— Пойдем? — спрашивает Чак.

— Даешь приключения! — радуется Маша.

— Пошли, — кивает Маша.

Пошли. На входе Чак заплатил пятьдесят семь долларов, и всем на правую руку нацепили бумажные зеленые браслетики — тайный знак практически, а на самом деле просто билеты такие.

Аквариум начался с черепах. Они сидели в открытых загонах, посреди таинственной зелени и маленьких водопадов.

— Ах, какие черепахи! — Маша кружит вокруг загонов с фотоаппаратом и щелкает, щелкает. Черепахи не двигаются, они, вероятно, давно привыкли ко всяким там, со вспышкой.

— Ничего черепахи, — задумчиво кивает Маша. Она не любит черепах, ей они кажутся невероятно скучными созданиями, ни погладить, ни потискать, ни поговорить, в конце концов, по-человечески.

— Ты просто еще маленькая, — говорит уязвленная Маша. — Это же мудрейшие создания!

Маша продолжает меланхолично кивать:

— Да, из них, говорят, суп вкусный.

Она вовсе не такая кровожадная и циничная, но надо же ответить? Ответ, в целом, удается: Маша ахает и прекращает громко восхищаться панцирями и глазами. И даже фотоаппарат отпускает на какое-то время. Он беспомощно виснет у нее на плече, моргая красным глазком подзарядки для вспышки.

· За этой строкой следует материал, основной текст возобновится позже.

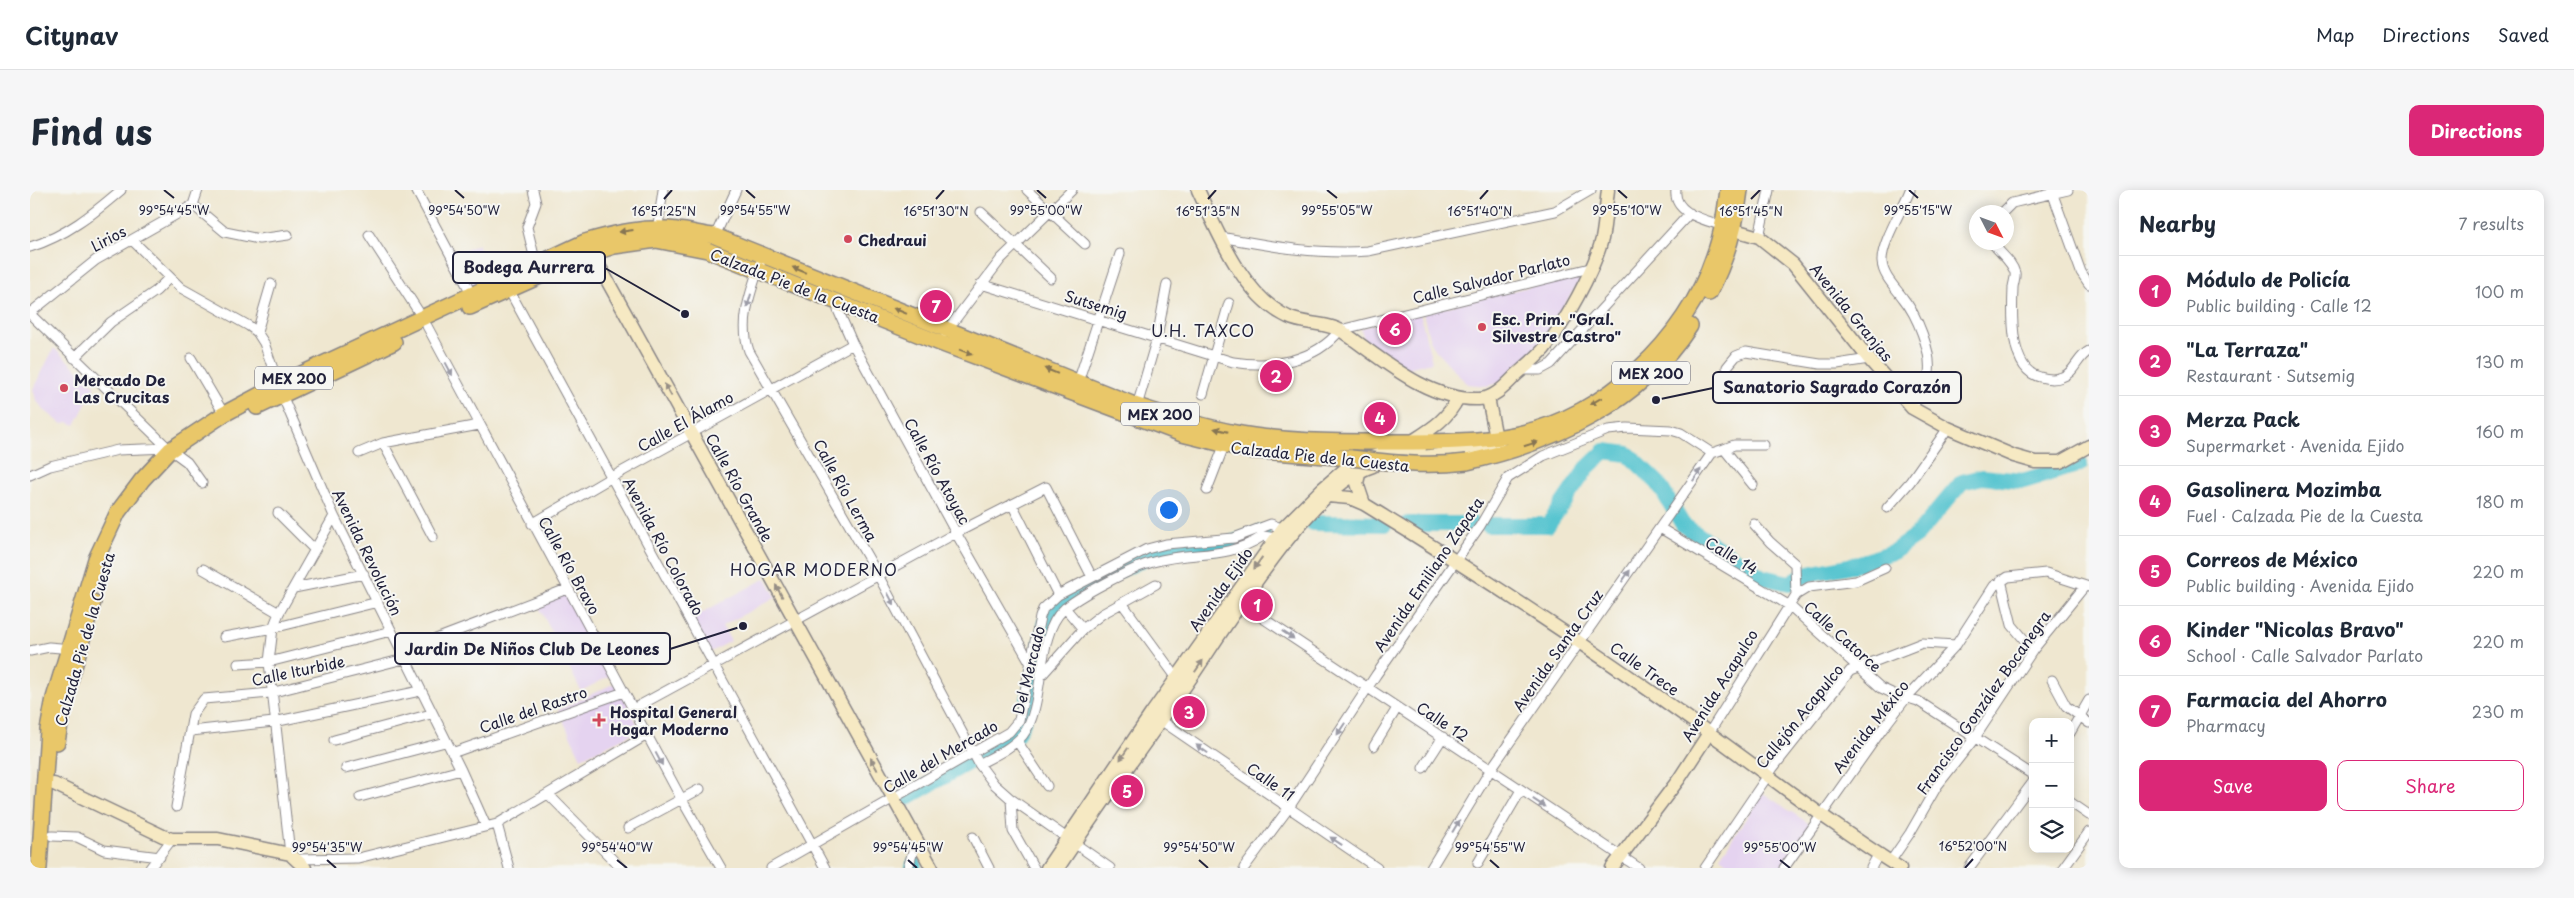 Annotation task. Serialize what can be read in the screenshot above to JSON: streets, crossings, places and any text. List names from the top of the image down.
{
  "streets": {
    "main road": [
      "Calzada Pie de la Cuesta",
      "Avenida Granjas",
      "MEX 200",
      "Calle Río Grande",
      "Avenida Ejido",
      "Calle Trece",
      "Avenida Acapulco"
    ],
    "street": [
      "Lirios",
      "Calle Salvador Parlato",
      "Sutsemig",
      "Calle El Álamo",
      "Calle Río Atoyac",
      "Calle Río Lerma",
      "Avenida Río Colorado",
      "Avenida Revolución",
      "Calle 14",
      "Calle Río Bravo",
      "Avenida Emiliano Zapata",
      "Calle Catorce",
      "Avenida Santa Cruz",
      "Calle Iturbide",
      "Del Mercado",
      "Francisco González Bocanegra",
      "Calle del Rastro",
      "Callejón Acapulco",
      "Calle 12",
      "Avenida México",
      "Calle del Mercado",
      "Calle 11"
    ]
  },
  "crossings": [
    ["Calle Salvador Parlato", "Sutsemig"],
    ["Calzada Pie de la Cuesta", "Avenida Granjas"],
    ["Calzada Pie de la Cuesta", "Calle Río Atoyac"],
    ["Calzada Pie de la Cuesta", "Calle Río Grande"],
    ["Calzada Pie de la Cuesta", "Calle Río Lerma"],
    ["Calzada Pie de la Cuesta", "Avenida Río Colorado"],
    ["Calzada Pie de la Cuesta", "Avenida Revolución"],
    ["Calzada Pie de la Cuesta", "Calle Río Bravo"],
    ["Calzada Pie de la Cuesta", "Avenida Ejido"],
    ["Calle El Álamo", "Calle Río Atoyac"],
    ["Calle El Álamo", "Calle Río Grande"],
    ["Calle El Álamo", "Calle Río Lerma"],
    ["Calle El Álamo", "Avenida Río Colorado"],
    ["Calle El Álamo", "Calle Río Bravo"],
    ["Calle Río Atoyac", "Calle del Mercado"],
    ["Calle Río Grande", "Calle del Mercado"],
    ["Calle Río Lerma", "Avenida Ejido"],
    ["Calle Río Lerma", "Del Mercado"],
    ["Calle Río Lerma", "Calle del Mercado"],
    ["Avenida Río Colorado", "Calle del Mercado"],
    ["Avenida Revolución", "Calle Iturbide"],
    ["Avenida Revolución", "Calle del Rastro"],
    ["Calle 14", "Calle Catorce"],
    ["Calle 14", "Avenida Santa Cruz"],
    ["Calle 14", "Avenida Acapulco"],
    ["Calle Río Bravo", "Calle Iturbide"],
    ["Calle Río Bravo", "Calle del Rastro"],
    ["Avenida Emiliano Zapata", "Avenida Santa Cruz"],
    ["Avenida Emiliano Zapata", "Calle Trece"],
    ["Avenida Emiliano Zapata", "Calle 12"],
    ["Avenida Emiliano Zapata", "Calle 11"],
    ["Avenida Ejido", "Calle Trece"],
    ["Avenida Ejido", "Del Mercado"],
    ["Avenida Ejido", "Calle 12"],
    ["Avenida Ejido", "Calle del Mercado"],
    ["Avenida Ejido", "Calle 11"],
    ["Calle Catorce", "Avenida Acapulco"],
    ["Calle Catorce", "Francisco González Bocanegra"],
    ["Calle Catorce", "Callejón Acapulco"],
    ["Calle Catorce", "Avenida México"],
    ["Avenida Santa Cruz", "Calle Trece"],
    ["Avenida Santa Cruz", "Calle 12"],
    ["Calle Trece", "Avenida Acapulco"],
    ["Calle Trece", "Francisco González Bocanegra"],
    ["Calle Trece", "Callejón Acapulco"],
    ["Calle Trece", "Avenida México"],
    ["Del Mercado", "Calle del Mercado"],
    ["Avenida Acapulco", "Calle 12"],
    ["Callejón Acapulco", "Avenida México"]
  ],
  "one_way": [
    "Calle Río Grande",
    "Calle Río Lerma",
    "Calle 12",
    "Calle 11"
  ],
  "districts": ["U.H. TAXCO", "HOGAR MODERNO"],
  "places": {
    "other": [
      "Chedraui",
      "Bodega Aurrera",
      "Esc. Prim. \"Gral. Silvestre Castro\"",
      "Mercado De Las Crucitas",
      "Sanatorio Sagrado Corazón",
      "Jardin De Niños Club De Leones"
    ],
    "health": ["Hospital General Hogar Moderno"]
  },
  "north": "bottom right",
  "page": {
    "header": "Citynav",
    "nav": ["Map", "Directions", "Saved"],
    "title": "Find us",
    "buttons": [
      "Directions",
      ["Save", "Share"]
    ],
    "heading": ["Nearby", "7 results"],
    "list": [
      {
        "mark": "1",
        "name": "Módulo de Policía",
        "note": "Public building · Calle 12",
        "value": "100 m"
      },
      {
        "mark": "2",
        "name": "\"La Terraza\"",
        "note": "Restaurant · Sutsemig",
        "value": "130 m"
      },
      {
        "mark": "3",
        "name": "Merza Pack",
        "note": "Supermarket · Avenida Ejido",
        "value": "160 m"
      },
      {
        "mark": "4",
        "name": "Gasolinera Mozimba",
        "note": "Fuel · Calzada Pie de la Cuesta",
        "value": "180 m"
      },
      {
        "mark": "5",
        "name": "Correos de México",
        "note": "Public building · Avenida Ejido",
        "value": "220 m"
      },
      {
        "mark": "6",
        "name": "Kinder \"Nicolas Bravo\"",
        "note": "School · Calle Salvador Parlato",
        "value": "220 m"
      },
      {
        "mark": "7",
        "name": "Farmacia del Ahorro",
        "note": "Pharmacy",
        "value": "230 m"
      }
    ],
    "pins": [
      "7",
      "6",
      "2",
      "4",
      "1",
      "3",
      "5"
    ],
    "map_buttons": ["+", "−"]
  },
  "coordinates": [
    "99°55'00\"W",
    "99°54'45\"W",
    "99°54'50\"W",
    "99°54'55\"W",
    "99°55'05\"W",
    "99°55'10\"W",
    "99°55'15\"W",
    "16°51'30\"N",
    "16°51'35\"N",
    "16°51'40\"N",
    "16°51'45\"N",
    "16°51'25\"N",
    "16°52'00\"N",
    "99°54'35\"W",
    "99°54'40\"W"
  ]
}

Чак тактично не вмешивается в разговор, делая вид, что внезапно перестал понимать по-русски.

После черепах еще сидит маленький крокодил, а потом начинается туннель: сверху, справа и слева за стеклом плавают разные рыбы, а снизу — пол, разделенный на две половины: по правой можно просто идти, а левая сама везет.

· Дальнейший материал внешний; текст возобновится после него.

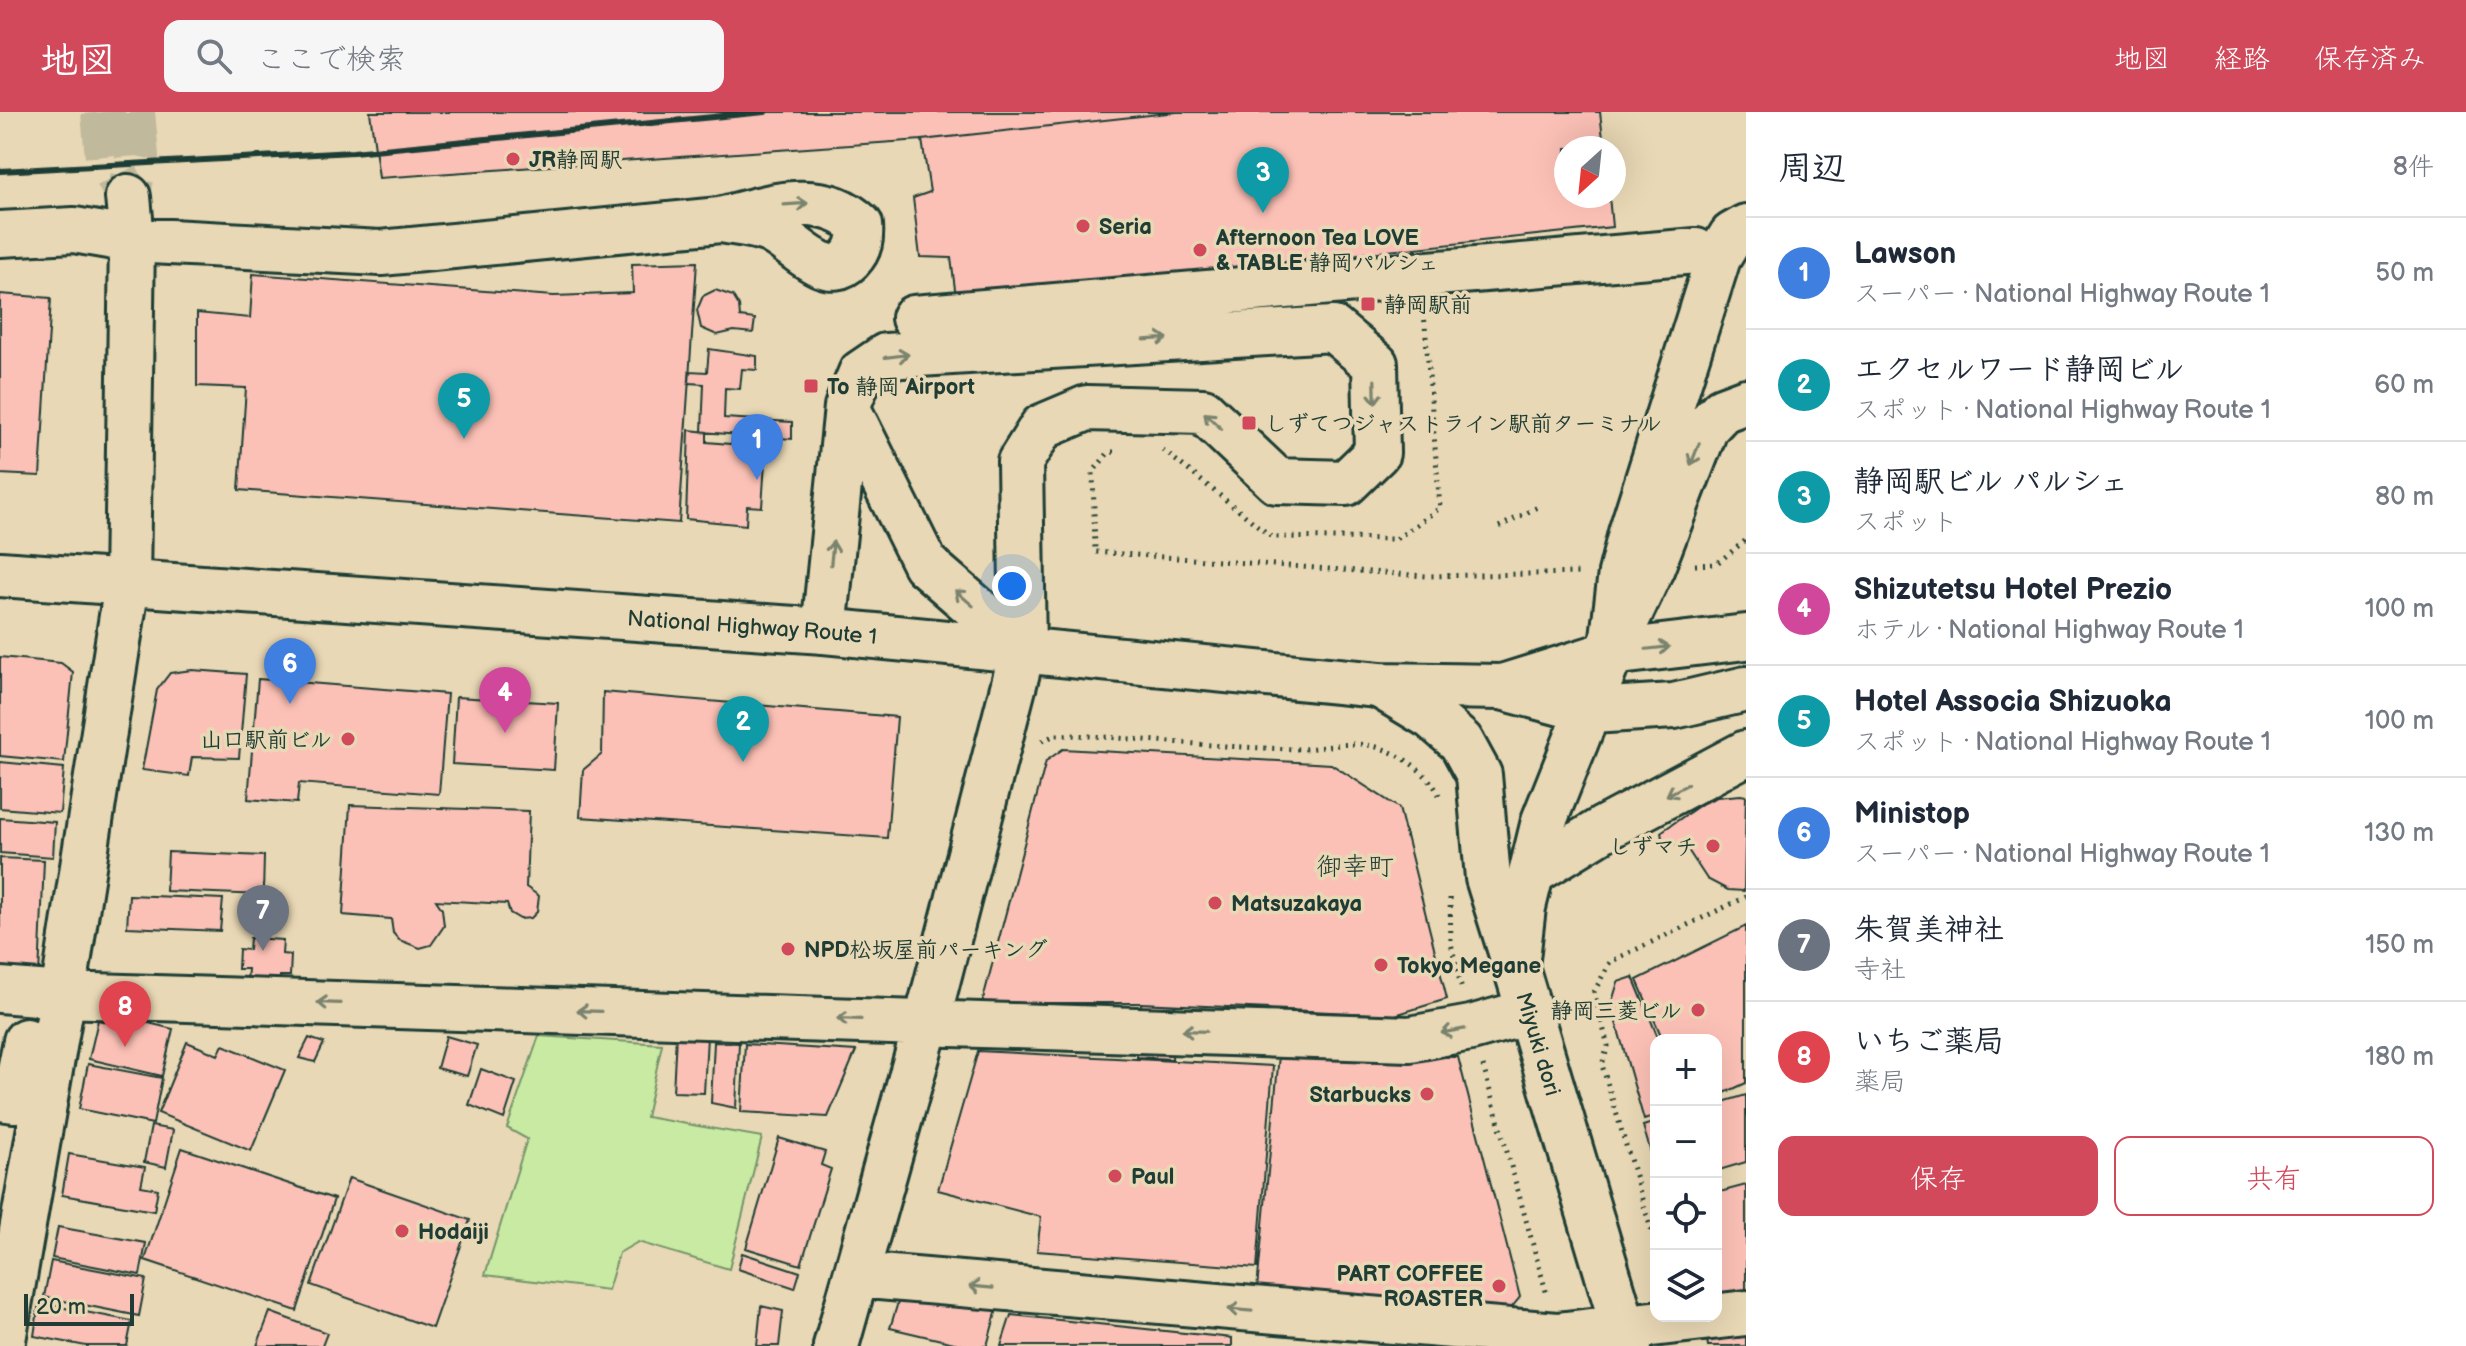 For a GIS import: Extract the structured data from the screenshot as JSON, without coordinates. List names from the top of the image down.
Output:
{
  "streets": {
    "main road": ["National Highway Route 1", "Miyuki dori"]
  },
  "crossings": [
    ["National Highway Route 1", "Miyuki dori"]
  ],
  "districts": ["御幸町"],
  "places": {
    "other": [
      "JR静岡駅",
      "Seria",
      "Afternoon Tea LOVE & TABLE 静岡パルシェ",
      "山口駅前ビル",
      "しずマチ",
      "Matsuzakaya",
      "NPD松坂屋前パーキング",
      "Tokyo Megane",
      "静岡三菱ビル",
      "Starbucks",
      "Paul",
      "Hodaiji",
      "PART COFFEE ROASTER"
    ],
    "transit": ["静岡駅前", "To 静岡 Airport", "しずてつジャストライン駅前ターミナル"]
  },
  "scale_bar": "20 m",
  "north": "bottom left",
  "page": {
    "header": "地図",
    "search": "ここで検索",
    "nav": ["地図", "経路", "保存済み"],
    "heading": ["周辺", "8件"],
    "pins": [
      "3",
      "5",
      "1",
      "6",
      "4",
      "2",
      "7",
      "8"
    ],
    "list": [
      {
        "mark": "1",
        "name": "Lawson",
        "note": "スーパー · National Highway Route 1",
        "value": "50 m"
      },
      {
        "mark": "2",
        "name": "エクセルワード静岡ビル",
        "note": "スポット · National Highway Route 1",
        "value": "60 m"
      },
      {
        "mark": "3",
        "name": "静岡駅ビル パルシェ",
        "note": "スポット",
        "value": "80 m"
      },
      {
        "mark": "4",
        "name": "Shizutetsu Hotel Prezio",
        "note": "ホテル · National Highway Route 1",
        "value": "100 m"
      },
      {
        "mark": "5",
        "name": "Hotel Associa Shizuoka",
        "note": "スポット · National Highway Route 1",
        "value": "100 m"
      },
      {
        "mark": "6",
        "name": "Ministop",
        "note": "スーパー · National Highway Route 1",
        "value": "130 m"
      },
      {
        "mark": "7",
        "name": "朱賀美神社",
        "note": "寺社",
        "value": "150 m"
      },
      {
        "mark": "8",
        "name": "いちご薬局",
        "note": "薬局",
        "value": "180 m"
      }
    ],
    "map_buttons": ["+", "−"],
    "buttons": ["保存", "共有"],
    "scale": "20 m"
  }
}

В аквариуме почти никого нет. Только рыбы, Маша, Маша и Чак, да впереди ползут по ленте две бодрые американские старушки. Откуда-то бубнит радио, но его никто не слушает. Чак сам все знает, Маша по-английски не понимает, а Маше просто неинтересно. Все равно не запомнишь, лучше просто смотреть.

Она и смотрит. И Маша смотрит. А Чак смотрит и радио конкуренцию составляет. Это, говорит, рыба окунь, а это вон — скат поплыл. Чак оказывается даже удивительней, чем о нем думали: всех рыб не только по-английски, но и по-русски знает.

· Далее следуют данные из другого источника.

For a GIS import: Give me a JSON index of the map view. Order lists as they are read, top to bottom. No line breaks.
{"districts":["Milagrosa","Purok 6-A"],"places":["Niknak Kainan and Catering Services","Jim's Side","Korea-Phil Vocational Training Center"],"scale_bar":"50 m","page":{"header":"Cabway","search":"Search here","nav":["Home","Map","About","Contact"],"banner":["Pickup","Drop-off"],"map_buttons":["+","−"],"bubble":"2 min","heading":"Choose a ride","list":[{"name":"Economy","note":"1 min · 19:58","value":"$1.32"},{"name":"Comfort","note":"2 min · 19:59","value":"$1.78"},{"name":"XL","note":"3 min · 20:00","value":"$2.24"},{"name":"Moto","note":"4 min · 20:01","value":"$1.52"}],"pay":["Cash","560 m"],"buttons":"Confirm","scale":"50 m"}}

— Маша, смотри, какая рыба! — говорит Маша, дергая Машу за рукав.

И Маша не раздражается и воспитывать не начинает, а говорит «ага» и щелкает фотоаппаратом.

— Маша, смотри, какая рыба! — восторгается Маша, стуча о стекло крышечкой от объектива.

Маша прилипает к стеклу носом, а с другой стороны тоже нос — рыбий. Поморгали друг на друга и разошлись. Одна дальше поплыла, вторую лента потащила.

— Маша, — неожиданно тихо зовет Чак. — Смотри, какая рыба…

— Акула! — шепотом говорит Маша. — Акула, мамочки… Жуткая какая.

У акулы очень правильное название по-английски: shark. Она так плавает — шарк туда, шарк обратно. Над головой тенью прошаркнула — Маша аж присела от неожиданности.

— Ну и реакция, — смеется Маша. — Тебе стоило бы воспитывать характер!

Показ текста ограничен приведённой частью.